Capital Gains and Your Business

3/17/2024 Update: Last week, President Joe Biden announced his 2025 budget proposal. The plan calls for an increase in the capital gains tax from 20% to 39.6%, along with a package of other tax increases. While this announcement is not surprising, it highlights the need for business owners considering selling their company within the next five years to take action now. If you are in such a position, consider reading through the information we have provided below and giving one of our Pathfinders a call.

The details of each provision in Biden’s proposal can be found on the official White House website:

The Outlook For 2025 As We Approach This Year’s Presidential Election

The capital gains tax currently remains at 20% despite efforts to double it in 2021. However, the topic gains renewed importance the closer we get to November 5th, 2024 – election night.
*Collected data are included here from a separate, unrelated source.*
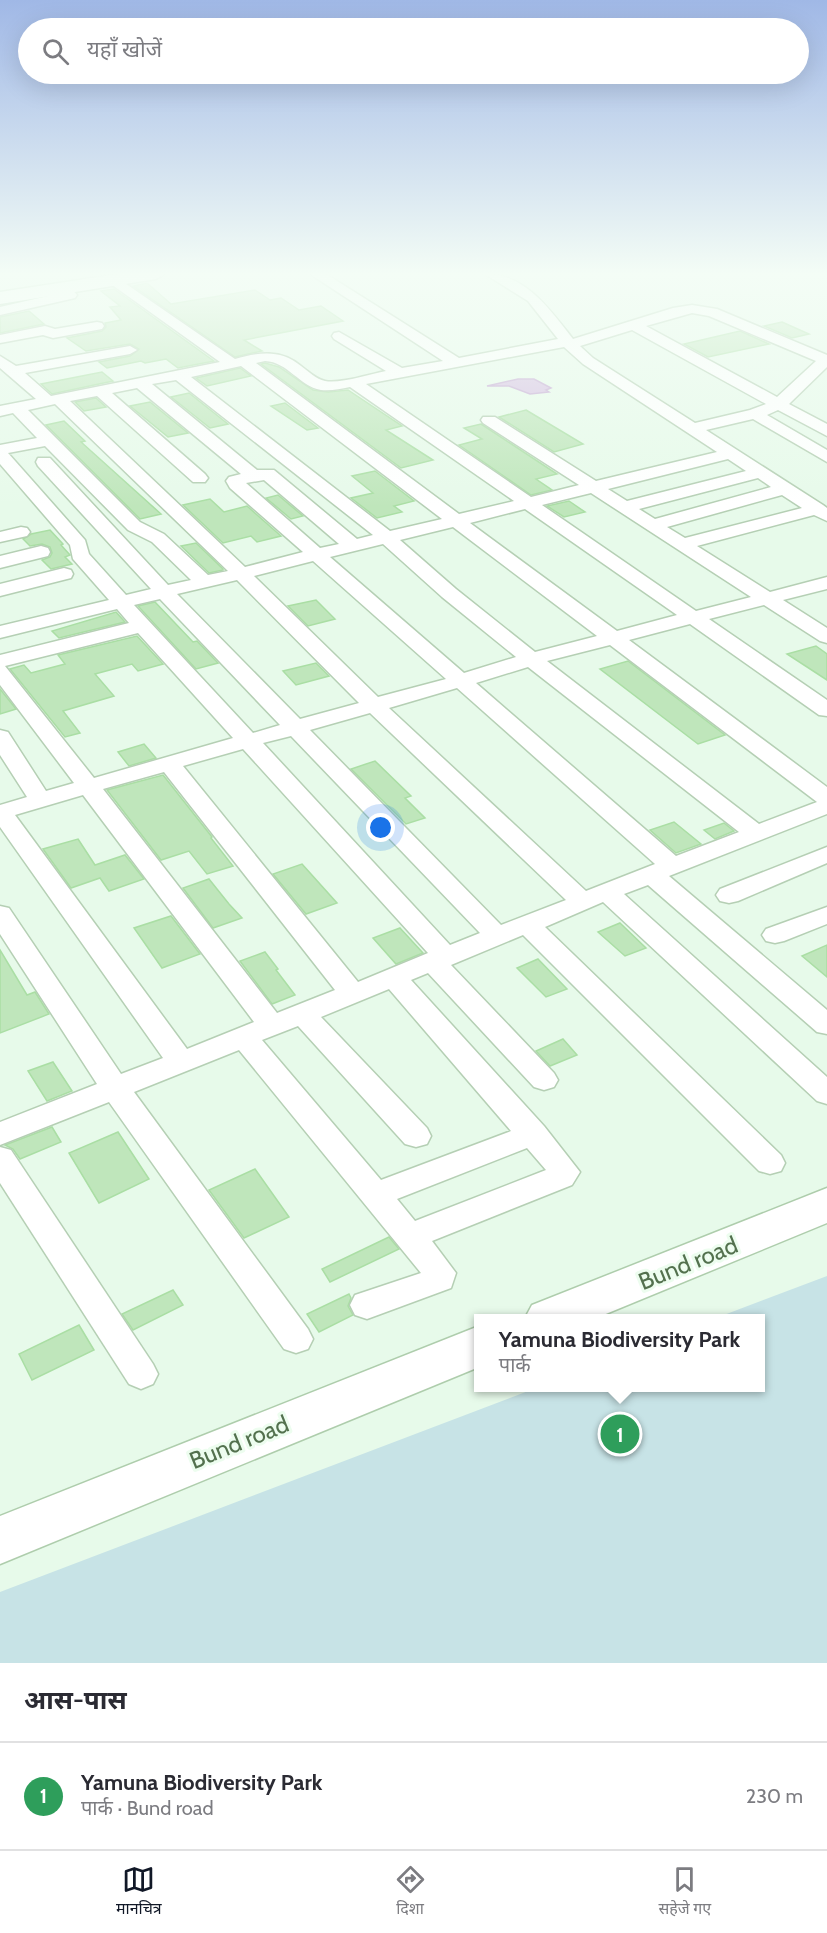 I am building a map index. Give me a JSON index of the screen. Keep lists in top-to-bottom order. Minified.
{"streets":{"street":["Bund road"]},"page":{"search":"यहाँ खोजें","popup":["Yamuna Biodiversity Park","पार्क"],"pins":"1","heading":"आस-पास","list":[{"mark":"1","name":"Yamuna Biodiversity Park","note":"पार्क · Bund road","value":"230 m"}],"nav":["मानचित्र","दिशा","सहेजे गए"]}} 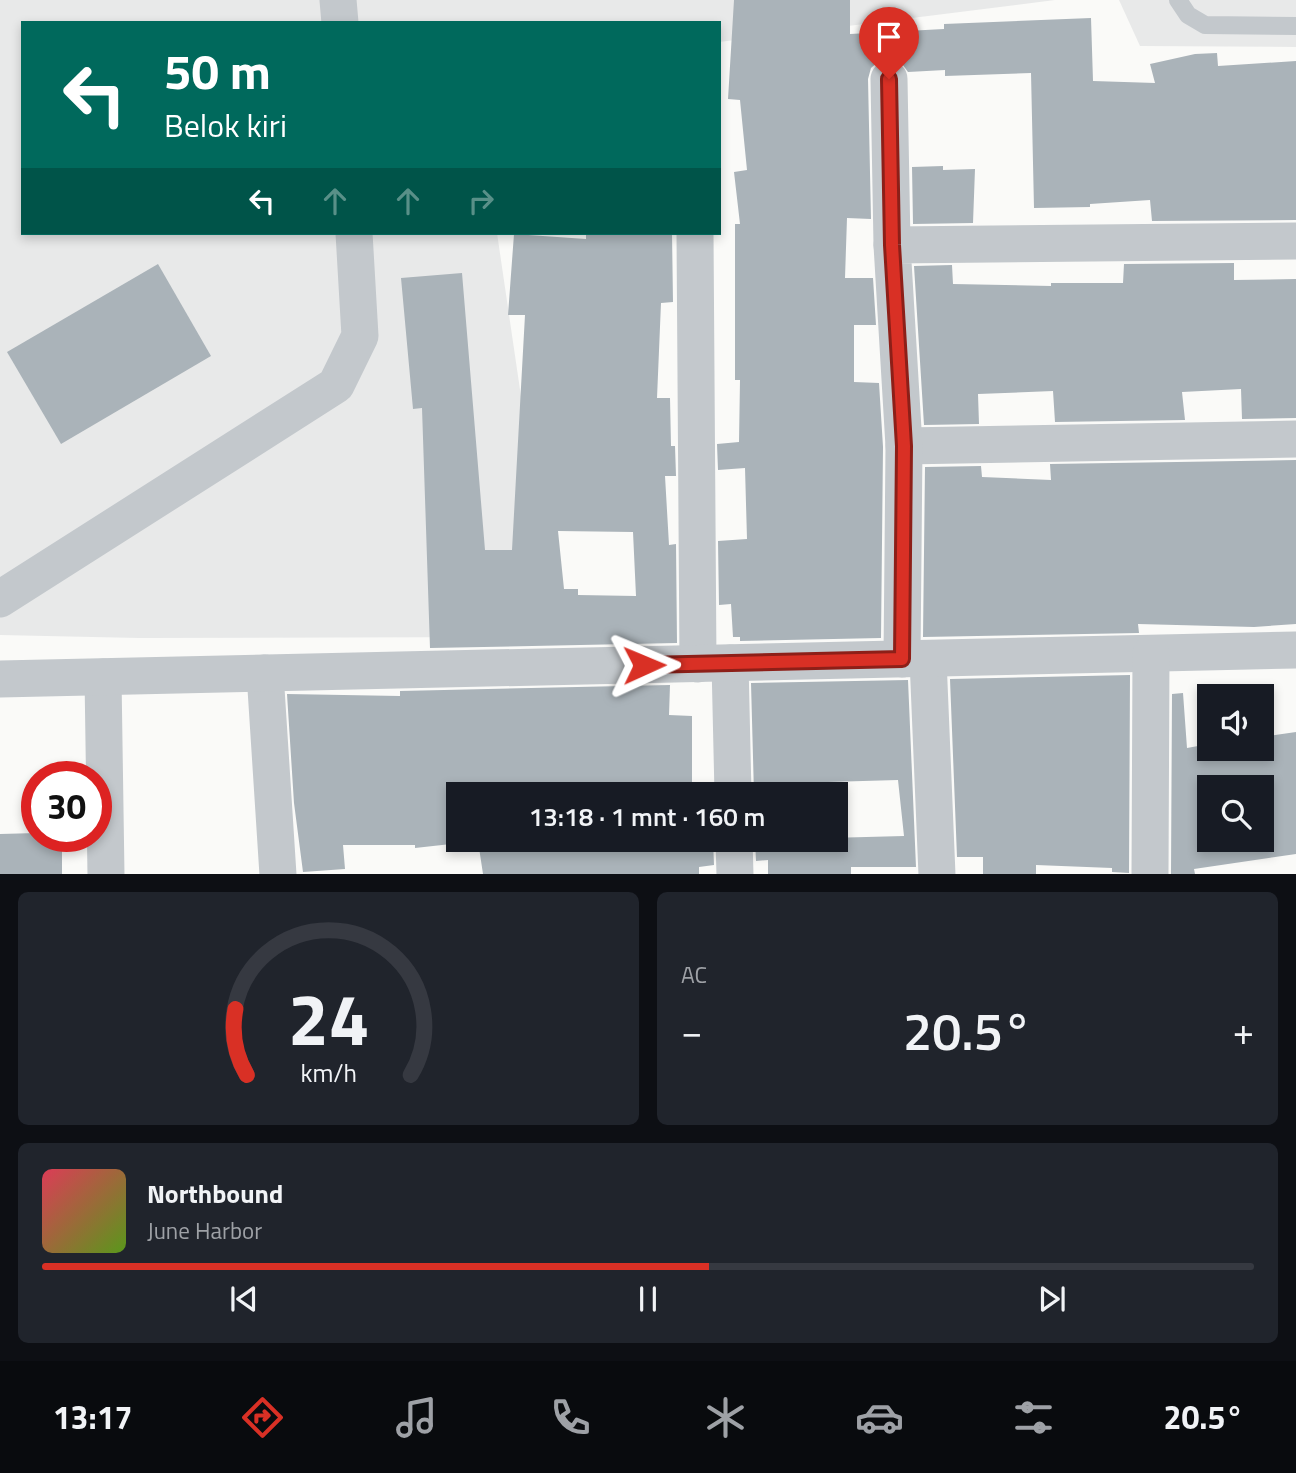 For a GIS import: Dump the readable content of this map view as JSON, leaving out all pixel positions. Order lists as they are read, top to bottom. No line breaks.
{"page":{"turn":["50 m","Belok kiri"],"limit":"30","trip":"13:18 · 1 mnt · 160 m","tile":"AC","heat":["−","20.5°","+"],"song":["Northbound","June Harbor"],"tabs":["13:17","20.5°"],"gauge":["24","km/h"]}} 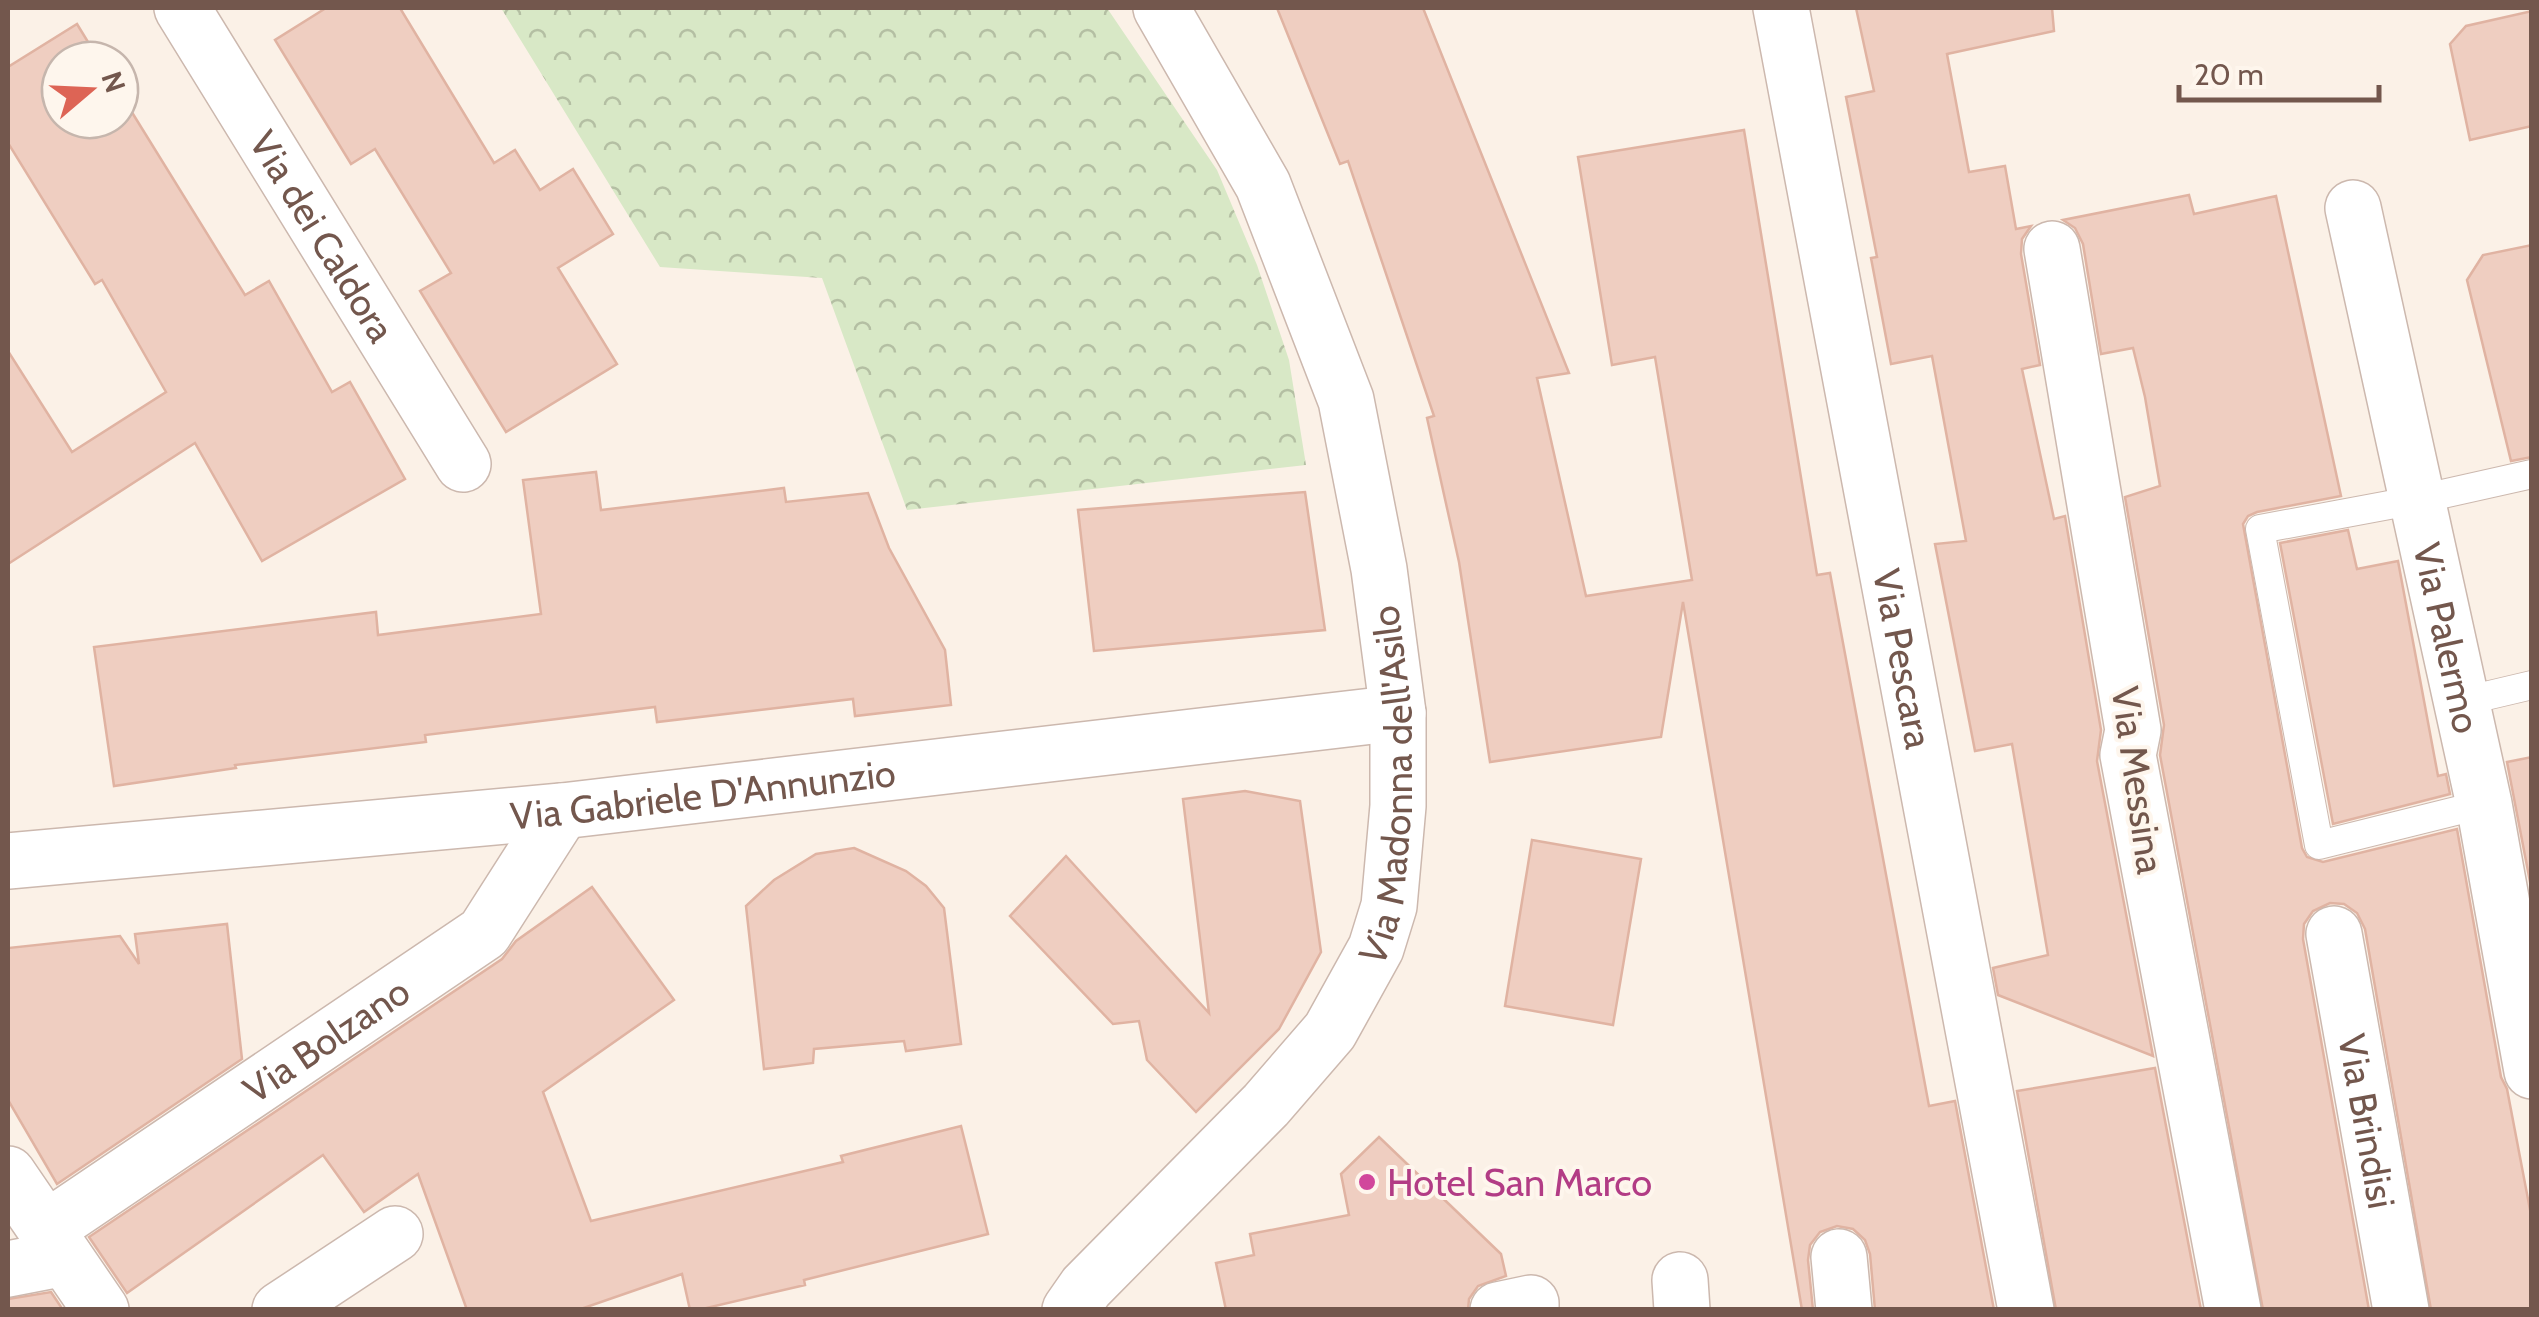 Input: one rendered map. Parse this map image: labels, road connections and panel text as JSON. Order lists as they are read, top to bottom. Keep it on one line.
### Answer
{"streets":{"street":["Via dei Caldora","Via Palermo","Via Pescara","Via Messina","Via Madonna dell'Asilo","Via Gabriele D'Annunzio","Via Bolzano","Via Brindisi"]},"crossings":[["Via Madonna dell'Asilo","Via Gabriele D'Annunzio"],["Via Gabriele D'Annunzio","Via Bolzano"]],"places":["Hotel San Marco"],"scale_bar":"20 m","north":"right"} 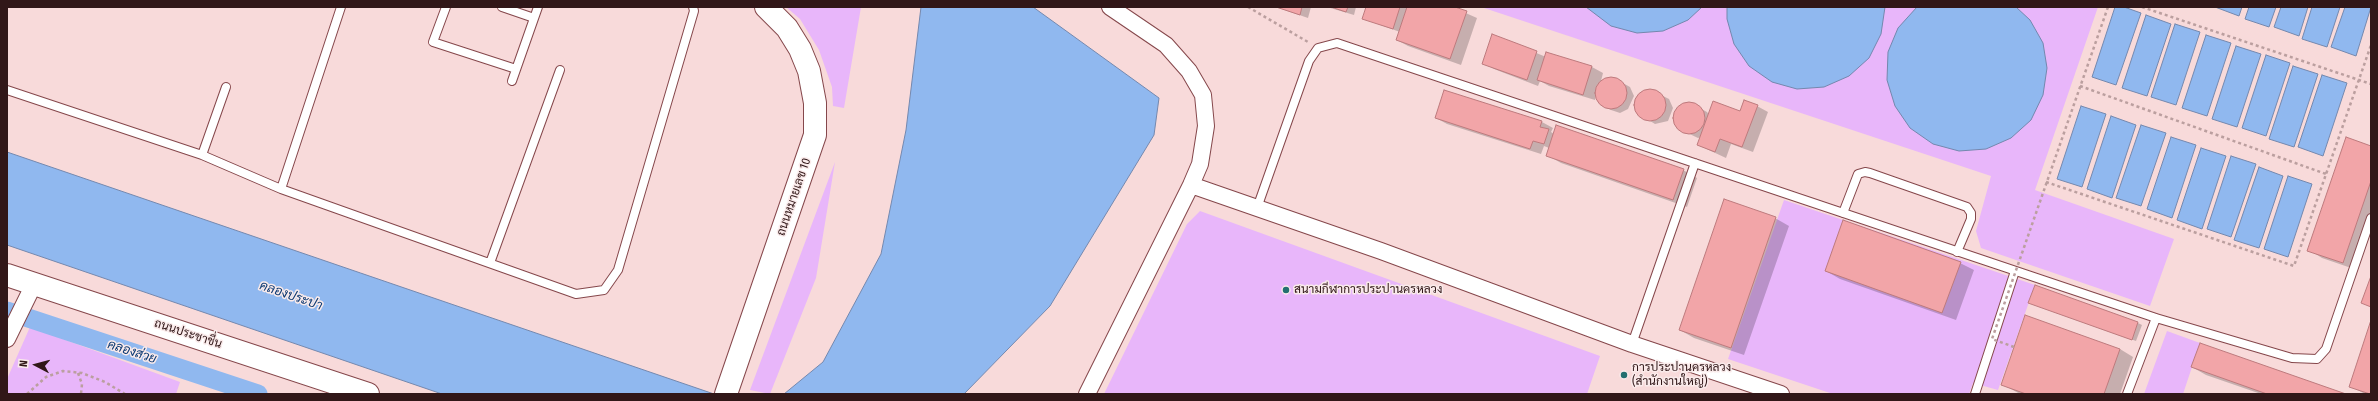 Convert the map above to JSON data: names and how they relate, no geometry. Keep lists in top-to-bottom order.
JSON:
{
  "streets": {
    "street": ["ถนนหมายเลข 10", "ถนนประชาชื่น"]
  },
  "water": ["คลองประปา", "คลองส่วย"],
  "places": ["สนามกีฬาการประปานครหลวง", "การประปานครหลวง (สำนักงานใหญ่)"],
  "north": "left"
}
Should the Democrat Party successfully defend its hold of the White House and Senate while simultaneously regaining possession of the House, they will once again possess all three key bodies heading into the pivotal post-Presidential-election-year legislative season. If the 2021 blueprint (described in detail below) is pursued with renewed vigor, then the issue of capital gains taxes will return to the docket, with similar increases likely being considered. Unlike last time, the tides of change may be too intense for one or two lawmakers to prevent the passing of these increases.


What Are Capital Gains Taxes And What Role Do They Play In The Sale Of A Company?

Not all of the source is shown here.